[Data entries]
--*--

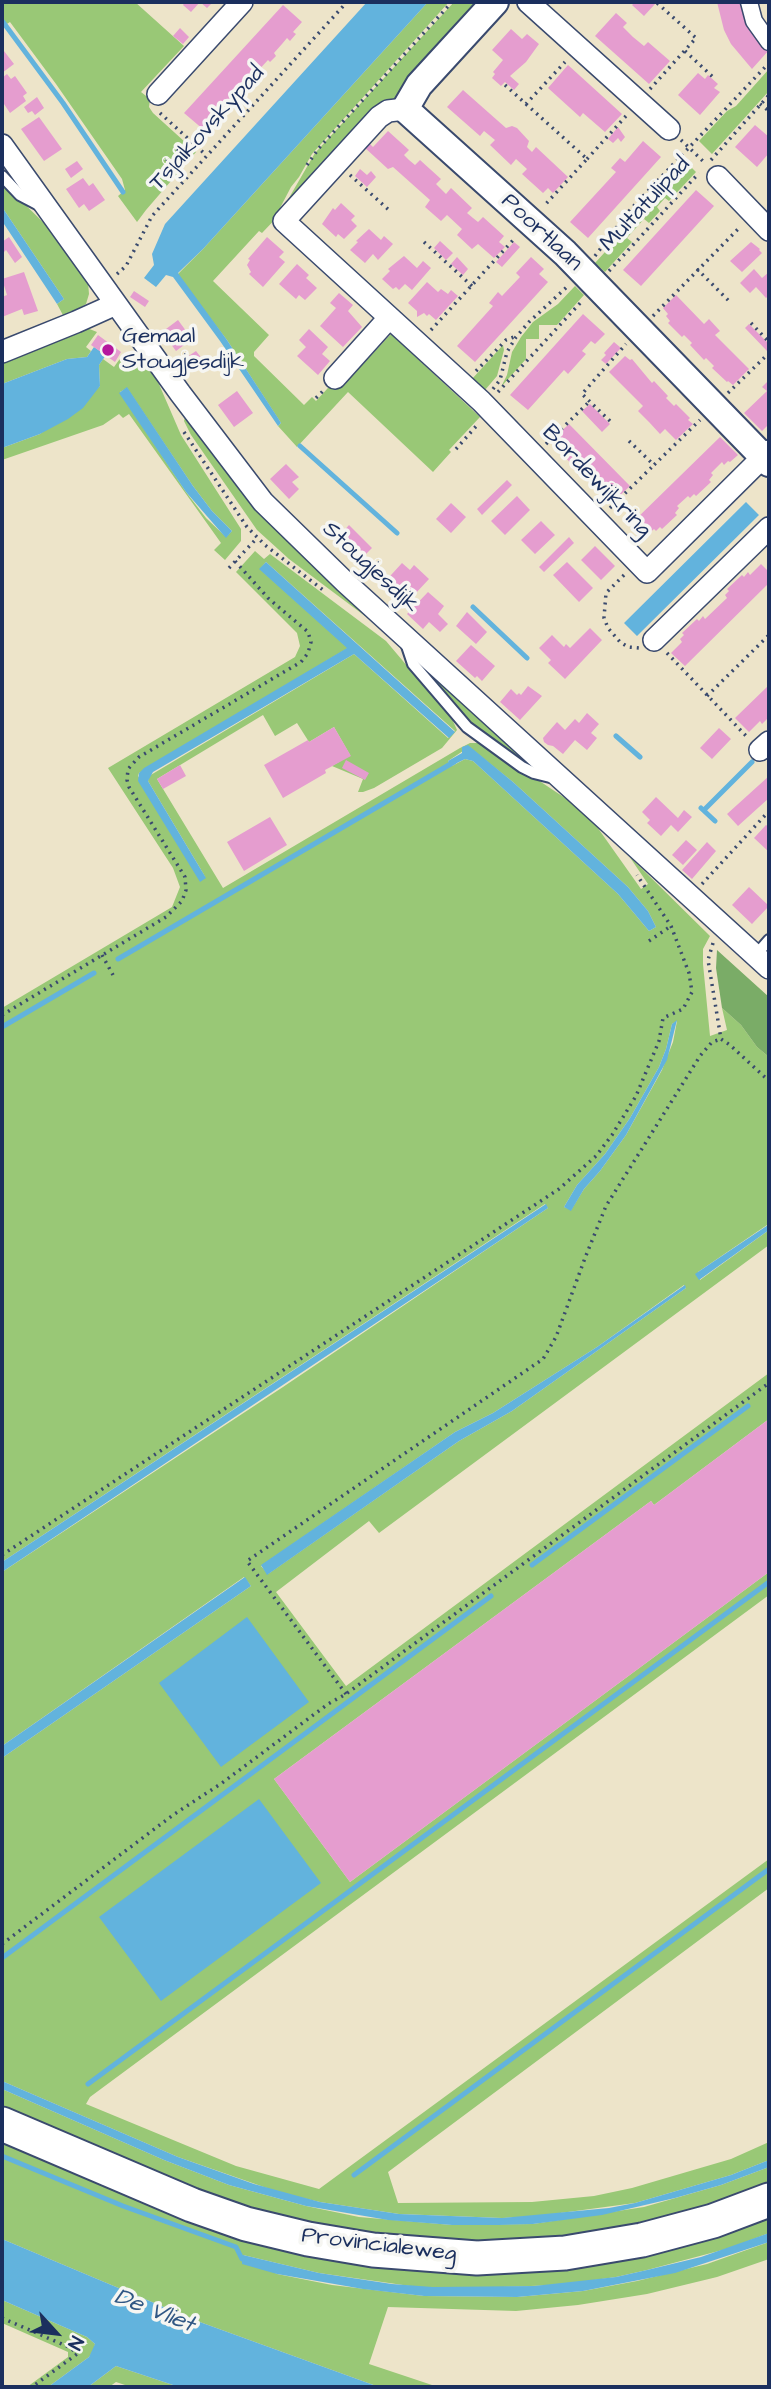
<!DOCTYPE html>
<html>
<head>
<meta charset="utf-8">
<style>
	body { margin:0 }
	#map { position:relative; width:771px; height:2389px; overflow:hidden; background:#ede4c9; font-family:"Architects Daughter",sans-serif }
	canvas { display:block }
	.frame { position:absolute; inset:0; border:4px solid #1b2f5e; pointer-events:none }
	.north { position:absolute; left:21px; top:2298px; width:70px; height:70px; -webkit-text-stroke:5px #f6f6f2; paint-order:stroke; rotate:117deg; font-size:19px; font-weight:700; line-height:28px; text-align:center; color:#1b2f5e }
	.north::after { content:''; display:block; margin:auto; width:24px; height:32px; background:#1b2f5e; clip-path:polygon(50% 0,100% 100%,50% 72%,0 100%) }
</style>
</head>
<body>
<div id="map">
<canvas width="771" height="2389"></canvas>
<div class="frame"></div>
<div class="north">N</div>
</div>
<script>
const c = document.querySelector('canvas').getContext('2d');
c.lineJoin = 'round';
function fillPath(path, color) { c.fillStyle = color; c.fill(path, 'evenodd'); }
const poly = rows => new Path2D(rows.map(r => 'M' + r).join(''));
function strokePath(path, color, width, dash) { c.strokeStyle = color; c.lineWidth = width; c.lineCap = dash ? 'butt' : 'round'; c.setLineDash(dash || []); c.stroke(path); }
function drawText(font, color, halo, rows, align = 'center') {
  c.font = font + ' "Architects Daughter",sans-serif'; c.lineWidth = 7; c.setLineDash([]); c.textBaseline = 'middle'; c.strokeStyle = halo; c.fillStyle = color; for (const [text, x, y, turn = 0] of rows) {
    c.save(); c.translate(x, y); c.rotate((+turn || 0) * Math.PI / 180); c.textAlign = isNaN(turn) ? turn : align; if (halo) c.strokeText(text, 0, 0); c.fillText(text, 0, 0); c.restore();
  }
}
fillPath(poly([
	[2,2,135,2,184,46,141,92,150,99,149,107,153,113,196,152,146,210,137,222,118,196,125,190,122,179,56,84,10,22,2,27],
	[428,2,449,2,312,154,299,177,291,187,280,208,283,211,262,233,259,231,213,281,269,335,254,352,254,356,304,405,312,397,316,401,338,377,344,383,350,378,391,334,480,417,449,450,451,452,433,472,348,392,297,447,278,426,281,423,227,340,177,275,203,249],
	[454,2,485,2,407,88,289,204,286,203,315,153],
	[769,69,769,91,712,154,699,141,727,111,736,106],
	[683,159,696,172,669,201,665,198,657,207,660,211,649,223,644,219,627,238,632,242,605,272,595,263,615,241,627,220],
	[2,182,49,228,88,282,89,294,86,304,64,317,57,304,64,299,2,207],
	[575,286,584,295,557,325,539,325,539,339,526,339,526,359,501,387,507,375,512,352,521,337,533,322,558,304],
	[87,328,97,332,86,347,91,351,87,357,67,359,2,384,2,359],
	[503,345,504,350,497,376,485,390,472,379],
	[124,353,143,358,155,375,181,435,241,529,241,541,225,560,214,550,221,543,129,414,123,418,119,414,103,425,2,460,2,448,40,434,100,386,99,365,103,359,114,367],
	[127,388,193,486,212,511,232,531,226,537,206,518,186,492,120,392],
	[185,417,269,522,367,614,365,616,289,559,257,530,191,435,184,421],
	[255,551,264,559,270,554,386,641,452,719,457,730,442,748,374,788,363,792,358,792,363,779,332,766,350,755,334,727,309,742,297,723,275,736,263,715,157,779,223,888,460,748,470,743,479,743,487,746,574,804,595,824,641,889,648,884,629,856,710,936,703,949,703,964,710,1036,727,1030,722,1008,741,1025,757,1047,769,1057,769,1227,767,1225,698,1272,700,1280,769,1230,769,1245,379,1533,369,1521,276,1592,346,1686,769,1373,769,1419,654,1505,651,1501,274,1779,350,1882,769,1572,769,1595,90,2097,86,2104,236,2166,319,2189,769,1859,769,1888,388,2172,398,2203,532,2202,594,2196,632,2188,731,2159,769,2142,769,2160,731,2175,635,2203,538,2216,502,2218,399,2214,320,2202,281,2193,178,2157,2,2081,2,1758,251,1586,244,1577,2,1746,2,1572,283,1387,548,1208,545,1204,2,1562,2,1008,172,907,180,887,173,868,108,768,295,657,300,646,297,633,236,572],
	[266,562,455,731,448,738,354,654,149,776,148,781,206,878,138,776,139,773,348,648,260,569],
	[469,747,513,782,628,887,648,911,656,927,649,931,618,894,473,761,465,759,452,766,448,761],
	[677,1021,673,1042,662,1070,626,1135,600,1171,584,1189,571,1210,564,1207,577,1185,605,1154,630,1118,659,1067,666,1049,672,1024],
	[684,1285,686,1288,512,1411,459,1441,268,1574,261,1566,455,1432,493,1413,597,1347],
	[416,658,535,767,533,769,474,728,413,660],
	[2,2089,164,2160,229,2185,306,2206,359,2217,452,2225,533,2224,644,2207,721,2185,769,2167,769,2189,599,2237,437,2246,245,2211,2,2113],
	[2,2135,403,2264,769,2212,769,2233,730,2248,647,2270,616,2277,558,2285,476,2288,417,2287,319,2273,243,2255,277,2274,332,2285,424,2296,517,2297,583,2291,637,2281,707,2264,769,2242,769,2259,717,2277,647,2294,578,2305,516,2311,388,2307,369,2364,438,2387,379,2387,197,2321,2,2239],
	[2,2300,87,2337,95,2344,94,2350,89,2357,48,2387,27,2387,68,2357,68,2352,2,2323],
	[116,2366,179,2387,131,2387,116,2382,109,2387,88,2387]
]), '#99c876');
fillPath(poly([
	[717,950,769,997,769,1057,757,1047,741,1025,722,1008,716,968]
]), '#7aac67');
fillPath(poly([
	[367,2,428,2,203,249,178,273,227,340,278,418,281,423,278,426,220,341,173,277,166,275,156,287,144,278,154,265,152,254,165,224],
	[2,207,64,299,57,304,2,221],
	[94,347,106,355,99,365,100,386,83,408,68,419,40,434,2,448,2,384,67,359,87,357],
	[127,387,193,486,212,511,232,531,226,538,186,492,119,393],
	[746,502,759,515,637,636,624,623],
	[266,562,455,732,449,738,354,654,153,772,148,781,206,878,200,882,138,781,139,773,144,768,347,648,259,569],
	[468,745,513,782,628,887,648,911,656,927,649,931,618,894,473,761,465,759,451,766,448,761,462,753,462,747],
	[677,1020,667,1060,626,1135,600,1171,584,1189,571,1211,564,1207,577,1185,605,1154,630,1118,659,1067,666,1049,672,1024],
	[546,1204,548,1208,487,1249,2,1572,2,1562],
	[768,1225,769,1230,699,1280,695,1274],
	[685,1285,686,1288,512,1411,459,1441,267,1575,261,1565,455,1432,493,1413,597,1347],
	[245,1577,251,1586,2,1758,2,1746],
	[247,1617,309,1702,221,1767,159,1683],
	[259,1799,321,1883,161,2001,99,1917],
	[2,2081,178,2157,254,2184,320,2202,399,2214,502,2218,609,2208,635,2203,731,2175,769,2160,769,2167,721,2185,675,2198,602,2215,533,2224,499,2225,452,2225,388,2220,306,2206,229,2185,164,2160,2,2089],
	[769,2233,769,2242,675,2273,583,2291,517,2297,424,2296,363,2289,277,2274,242,2264,242,2259,243,2255,319,2273,392,2284,433,2287,534,2286,616,2277,647,2270,701,2257],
	[2,2239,197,2321,379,2387,179,2387,116,2366,88,2387,48,2387,89,2357,95,2344,87,2337,2,2300]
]), '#62b3dd');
strokePath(poly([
	[3,22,63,103,123,192],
	[300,446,397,533],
	[473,607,527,658],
	[616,736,640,757],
	[701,808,715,821],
	[704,810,752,762],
	[118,959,454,762],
	[2,1027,94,973],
	[532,1565,748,1406],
	[2,1958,491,1596],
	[88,2084,769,1582],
	[2,2156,123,2206,236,2247,242,2259,248,2261],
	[354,2175,769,1869]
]), '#62b3dd', 5);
fillPath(poly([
	[185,2,213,2,207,8,200,2,191,12,183,5],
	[635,2,652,2,655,4,644,16,632,5],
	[717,2,743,2,760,41,769,50,752,69,731,44,724,30],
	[283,5,302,22,293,32,296,34,290,41,287,38,282,44,274,53,276,56,270,62,268,60,254,75,257,77,251,84,248,81,235,96,237,99,231,105,229,102,224,108,215,118,218,120,212,127,209,124,204,130,184,113],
	[616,13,627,23,623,27,633,37,644,46,648,42,670,61,649,84,595,36],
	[180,28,189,37,183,44,173,36],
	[511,29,522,39,527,34,539,44,526,62,510,76,519,84,514,90,505,82,501,86,492,78,495,74,493,72,503,60,492,50],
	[4,51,14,64,2,73,2,52],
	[568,65,622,114,605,132,583,113,580,117,548,88],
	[698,73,705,79,708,75,718,84,714,88,720,92,700,115,678,95],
	[7,74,11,79,15,76,27,93,23,96,26,101,10,113,2,101,2,78],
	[463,90,506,128,512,126,517,128,529,141,527,147,532,152,536,147,568,177,553,193,548,188,543,193,522,174,527,169,516,159,511,165,490,145,495,140,484,131,480,136,447,107],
	[37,97,44,108,35,115,32,111,28,113,24,107],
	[39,117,62,149,44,161,21,129],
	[755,125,769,137,769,153,757,167,735,147],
	[618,127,625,137,621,142,618,138,613,143,608,139],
	[388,131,409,150,404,155,409,160,415,165,420,160,441,179,436,184,446,194,451,188,472,208,467,213,473,218,478,222,483,217,504,236,499,242,505,247,494,258,478,244,472,249,457,235,462,229,447,215,441,221,425,207,430,200,393,167,388,169,364,147,368,142,373,147],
	[643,141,661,157,588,238,570,222,616,172,611,168,620,158,625,162],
	[77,161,83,169,71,178,65,169],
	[360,169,367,175,371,171,376,177,367,187,355,176],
	[83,178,89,186,93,183,105,200,89,211,84,204,79,208,66,189],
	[696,190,714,206,641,286,623,270],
	[341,203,355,216,351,220,357,226,344,239,338,234,336,237,322,224,333,208,335,210],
	[369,229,381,240,384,236,393,244,378,260,373,254,365,263,350,250,358,242,356,241],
	[9,237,22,257,15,263,6,250,2,254,2,242],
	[267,237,284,252,279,257,285,262,263,287,249,274,251,272,247,265,250,260,248,259],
	[440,241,453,253,446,260,434,248],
	[514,242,520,247,502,267,496,262],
	[751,242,760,249,759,250,762,253,742,272,730,261],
	[404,256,417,268,423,261,431,268,412,290,405,284,399,290,396,287,393,289,382,279,390,271,388,269],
	[457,257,468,269,463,275,451,264],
	[531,257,544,269,539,274,548,282,475,362,457,346,493,306,489,303,498,292,502,296,520,277,516,273],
	[297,264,309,275,306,278,317,288,305,300,299,295,296,299,279,284],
	[754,269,762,278,769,272,769,295,766,298,756,287,750,293,740,283],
	[24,272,38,311,24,315,22,309,2,317,2,297,7,295,2,279],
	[427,282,438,292,441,289,448,294,451,290,458,296,436,320,429,314,427,316,424,313,417,317,417,311,408,303],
	[134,291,149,301,145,307,130,297],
	[339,293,353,305,348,311,362,327,343,347,320,326,336,308,330,303],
	[676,295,704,324,709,319,720,331,715,335,749,369,733,385,728,381,727,382,712,368,714,366,706,358,704,360,690,345,692,343,684,335,682,337,668,323,670,321,666,316,668,314,663,308],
	[583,314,605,334,595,344,591,341,582,351,586,354,568,374,564,370,528,410,510,395],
	[178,320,192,339,176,351,162,332],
	[749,324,769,344,767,351,745,328],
	[309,329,328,347,322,354,330,361,318,375,297,356,306,347,299,340],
	[98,335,121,352,115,362,91,345],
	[614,342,621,348,606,364,601,360,606,355,604,353],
	[196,351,203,360,191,369,184,359],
	[625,356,630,360,632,359,652,383,654,381,668,396,666,398,674,406,676,404,690,418,688,420,693,424,676,440,665,429,660,434,649,422,638,411,643,406,609,372],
	[769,380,769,424,762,431,744,413,767,391,762,387],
	[237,391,253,413,234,427,218,405],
	[590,404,610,424,602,432,582,411],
	[569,424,630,486,611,504,550,442],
	[720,437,738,455,730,462,728,461,724,465,722,462,711,473,713,475,709,480,711,482,696,496,694,494,690,498,688,496,677,506,679,508,675,513,677,515,662,529,660,527,656,531,654,529,646,536,633,522],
	[286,464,299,477,292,482,299,489,289,499,270,479],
	[507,480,512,485,482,515,477,509],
	[517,496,530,510,505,535,491,521],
	[451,503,466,517,451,533,436,519],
	[329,521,339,530,333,537,323,527],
	[541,521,555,535,535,554,521,540],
	[349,525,372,548,356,564,334,542],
	[569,537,574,543,544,572,539,567],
	[595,546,615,566,601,580,581,560],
	[567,562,593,588,579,602,553,575],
	[402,563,410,570,414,565,429,579,415,594,408,587,396,599,381,586],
	[761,564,769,572,769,583,685,666,671,653,682,642,680,639,684,635,682,633,697,619,699,621,703,616,705,619,727,598,725,595,729,591,727,589,742,575,744,577,748,572,750,575],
	[428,592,444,606,438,614,448,624,440,632,429,622,423,629,407,614],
	[467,612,487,632,476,644,456,626],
	[590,628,602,640,565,679,548,663,551,660,539,648,552,635,564,647,566,644,570,648],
	[471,645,495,666,482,681,477,676,475,678,456,661],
	[769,685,769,722,767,719,762,724,760,721,749,732,735,718],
	[528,686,542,696,520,720,500,702,511,689,517,695,519,693,521,695],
	[587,713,599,724,591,733,597,738,587,750,575,740,563,754,553,746,548,745,544,742,543,738,557,722,565,730,575,719,579,723],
	[334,727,351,756,325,770,326,773,283,798,264,765,308,740,309,742],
	[719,728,731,739,712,759,700,748],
	[346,760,369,773,365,780,342,768],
	[180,765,186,776,163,789,157,779],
	[769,776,769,798,738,826,727,814],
	[656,797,678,818,684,810,692,817,678,832,671,825,661,836,647,823,650,820,642,812],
	[270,817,287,845,244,871,227,842],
	[766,825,769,827,769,852,754,838],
	[686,840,697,850,683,865,672,855],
	[707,842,716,851,692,879,682,870],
	[749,887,769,906,752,924,732,905],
	[769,1419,769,1572,350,1882,274,1779,651,1501,654,1505]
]), '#e59dcf');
const service = poly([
	[2,176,20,195,41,206],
	[405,640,413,664,467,727,522,767,534,773,554,778],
	[755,956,769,940]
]);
const pedestrian = poly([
	[749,2,754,21,769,42]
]);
const minor = poly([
	[528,2,669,129],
	[158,94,242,2],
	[405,109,388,111,379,117,284,221,481,401,647,572,769,451],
	[2,145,180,393,263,502,345,582,769,968],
	[718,177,769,230],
	[2,352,76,322,116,304],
	[335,378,389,318],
	[654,640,769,528],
	[760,750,769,742]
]);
const tertiary = poly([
	[495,2,419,85,405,109,565,253,769,463]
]);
const primary = poly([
	[2,2124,192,2205,246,2224,308,2239,373,2250,477,2258,565,2253,642,2240,713,2221,769,2200]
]);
strokePath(service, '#3a4a6e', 14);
strokePath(pedestrian, '#3a4a6e', 19);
strokePath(minor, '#3a4a6e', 24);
strokePath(tertiary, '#3a4a6e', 30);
strokePath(primary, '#3a4a6e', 37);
strokePath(poly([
	[685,51,714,78],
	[505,85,526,104,565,62],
	[650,89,696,38,656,2],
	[526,104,587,159,544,206],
	[760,104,769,111],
	[160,113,206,155],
	[681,140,706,164],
	[587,159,626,116],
	[711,160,769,95],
	[307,165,319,148,452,2],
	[350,175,390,211],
	[424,242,472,286],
	[595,256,629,211,769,63],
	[697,269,731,303],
	[609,271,699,173],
	[117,274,126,266,152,216,347,2],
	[653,316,740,227],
	[751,323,769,342],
	[431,330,515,238],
	[476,371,506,340,514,337],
	[493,389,500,380,507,352,516,337,529,322,569,285],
	[498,392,583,300],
	[728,393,769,353],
	[316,398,324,390],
	[610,421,582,394,626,344],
	[184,432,247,527,265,545,323,590],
	[629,441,654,465,700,420],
	[546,444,590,401],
	[456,449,479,423],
	[610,508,654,465],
	[229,568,257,538],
	[624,575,606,593,604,618,608,628,620,642,628,647,639,648],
	[667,653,749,739],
	[707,696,769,635],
	[702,884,769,811],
	[649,941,671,926],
	[713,943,708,960,721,1039,730,1045,769,1081],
	[102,955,113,975],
	[2,1015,166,917,182,901,186,890,185,877,129,787,127,780,128,769,139,757,301,662,308,653,311,642,308,632,268,598,235,561],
	[2,1555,559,1189,596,1156,612,1135,636,1096,659,1041,663,1018,683,1009,692,992,689,973,671,926,637,875],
	[346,1694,247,1561,543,1359,556,1337,585,1258,606,1206,700,1056,712,1042,721,1039],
	[2,1944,173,1815,222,1783,328,1704,346,1694,769,1383],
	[2,2318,71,2348,77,2354,32,2387]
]), '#3a4a6e', 3.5, [2, 5]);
strokePath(service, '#fff', 10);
strokePath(pedestrian, '#fff', 16);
strokePath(minor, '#fff', 21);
strokePath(tertiary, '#fff', 26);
strokePath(primary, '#fff', 33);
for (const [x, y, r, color] of [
	[108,350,7,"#b5179e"]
]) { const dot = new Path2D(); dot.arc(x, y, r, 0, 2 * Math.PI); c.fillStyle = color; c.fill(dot); strokePath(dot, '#f6f6f2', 2.5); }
drawText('23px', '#1b2f5e', '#f6f6f2', [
	["Tsjaikovskypad",208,129,-48],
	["Multatulipad",646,205,-47],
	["Poortlaan",541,233,43],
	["Bordewijkring",596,482,46],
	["Stougjesdijk",370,568,43],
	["Provincialeweg",379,2246,7]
]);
drawText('23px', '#1b2f5e', '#f6f6f2', [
	["Gemaal",122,337],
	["Stougjesdijk",122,363]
], 'left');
drawText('italic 24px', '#305784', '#f6f6f2', [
	["De Vliet",154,2312,21]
]);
</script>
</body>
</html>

--*--

__WHAT TO DO__
The expected answer is a copy of each line above containing "function".

__EXERCISE RESPONSE__
function fillPath(path, color) { c.fillStyle = color; c.fill(path, 'evenodd'); }
function strokePath(path, color, width, dash) { c.strokeStyle = color; c.lineWidth = width; c.lineCap = dash ? 'butt' : 'round'; c.setLineDash(dash || []); c.stroke(path); }
function drawText(font, color, halo, rows, align = 'center') {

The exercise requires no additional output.